A blend of Sangiovese, Barbera and Grenache from South Australia.
The nose is relatively dumb at first, with sour cherries and raw meat seeming to sit in the glass even when violently encouraged to take flight (my wrist is sore – from swirling). There’s a coarse vegetal edge to the aroma that seems whole bunch-like. A bit of powdery vanilla oak rounds things off. It’s quite sniffable and mercifully free from industrial confectionary. It’s also blunt and rather unrefined.

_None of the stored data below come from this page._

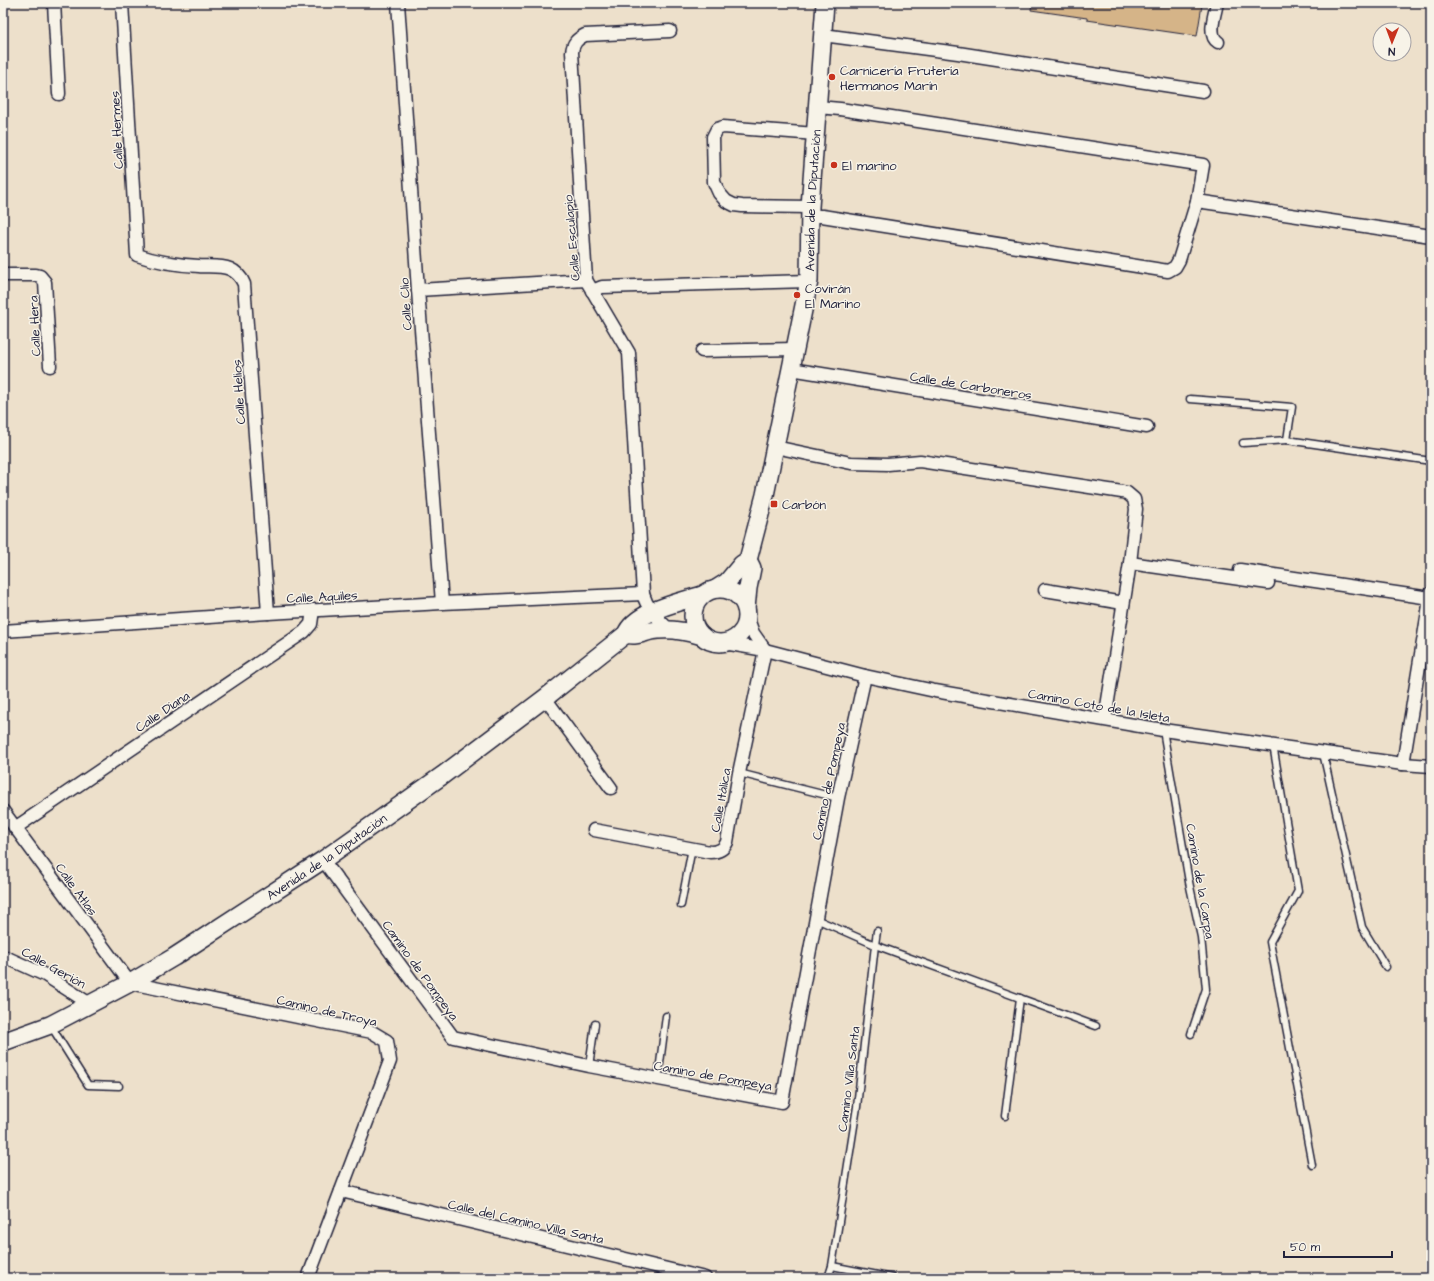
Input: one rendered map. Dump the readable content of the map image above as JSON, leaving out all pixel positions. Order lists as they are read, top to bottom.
{
  "streets": {
    "street": [
      "Calle Hermes",
      "Avenida de la Diputación",
      "Calle Esculapio",
      "Calle Clio",
      "Calle Hera",
      "Calle de Carboneros",
      "Calle Helios",
      "Calle Aquiles",
      "Camino Coto de la Isleta",
      "Calle Diana",
      "Camino de Pompeya",
      "Calle Itálica",
      "Calle Atlas",
      "Calle Gerión",
      "Camino de Troya",
      "Calle del Camino Villa Santa"
    ],
    "lane": ["Camino de la Carpa", "Camino Villa Santa"]
  },
  "crossings": [
    ["Calle Hermes", "Calle Helios"],
    ["Avenida de la Diputación", "Calle Esculapio"],
    ["Avenida de la Diputación", "Calle de Carboneros"],
    ["Avenida de la Diputación", "Camino Coto de la Isleta"],
    ["Avenida de la Diputación", "Camino de Pompeya"],
    ["Avenida de la Diputación", "Calle Atlas"],
    ["Avenida de la Diputación", "Calle Gerión"],
    ["Avenida de la Diputación", "Camino de Troya"],
    ["Calle Esculapio", "Calle Aquiles"],
    ["Calle Clio", "Calle Aquiles"],
    ["Calle Helios", "Calle Aquiles"],
    ["Calle Aquiles", "Calle Diana"],
    ["Camino Coto de la Isleta", "Camino de Pompeya"],
    ["Camino Coto de la Isleta", "Calle Itálica"],
    ["Camino Coto de la Isleta", "Camino de la Carpa"],
    ["Calle Diana", "Calle Atlas"],
    ["Calle Atlas", "Camino de Troya"],
    ["Camino de Troya", "Calle del Camino Villa Santa"]
  ],
  "places": {
    "other": ["Carnicería Frutería Hermanos Marín", "El marino", "Covirán El Marino"],
    "transit": ["Carbón"]
  },
  "scale_bar": "50 m",
  "north": "bottom"
}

On entry, a refreshingly rustic mouthfeel that immediately recalls the sort of cheap Chianti that I secretly adore for its rough authenticity. Also like cheap Chianti, there’s never any danger of this scaling the heights of fruit intensity. Rather, this provides “just enough” of a great many things: flavour, length, complexity, interest. But wine is about how the whole hangs together and, in this case, there’s a reasonable impression of coherence. More sour cherry pips, almonds, oak and a moderately unattractive caramel note wash over the tongue, straining to escape the impression of being watered down. Bright acid keeps things fresh and clean, washing away the last stains of flavour and encouraging food.
I wasn’t feeling all that positive about this wine when I sat down to compose this note, and I remain equivocal in some respects. On the other hand, it’s fresh and light in a manner that evades many local red styles, and for that at least should be noted.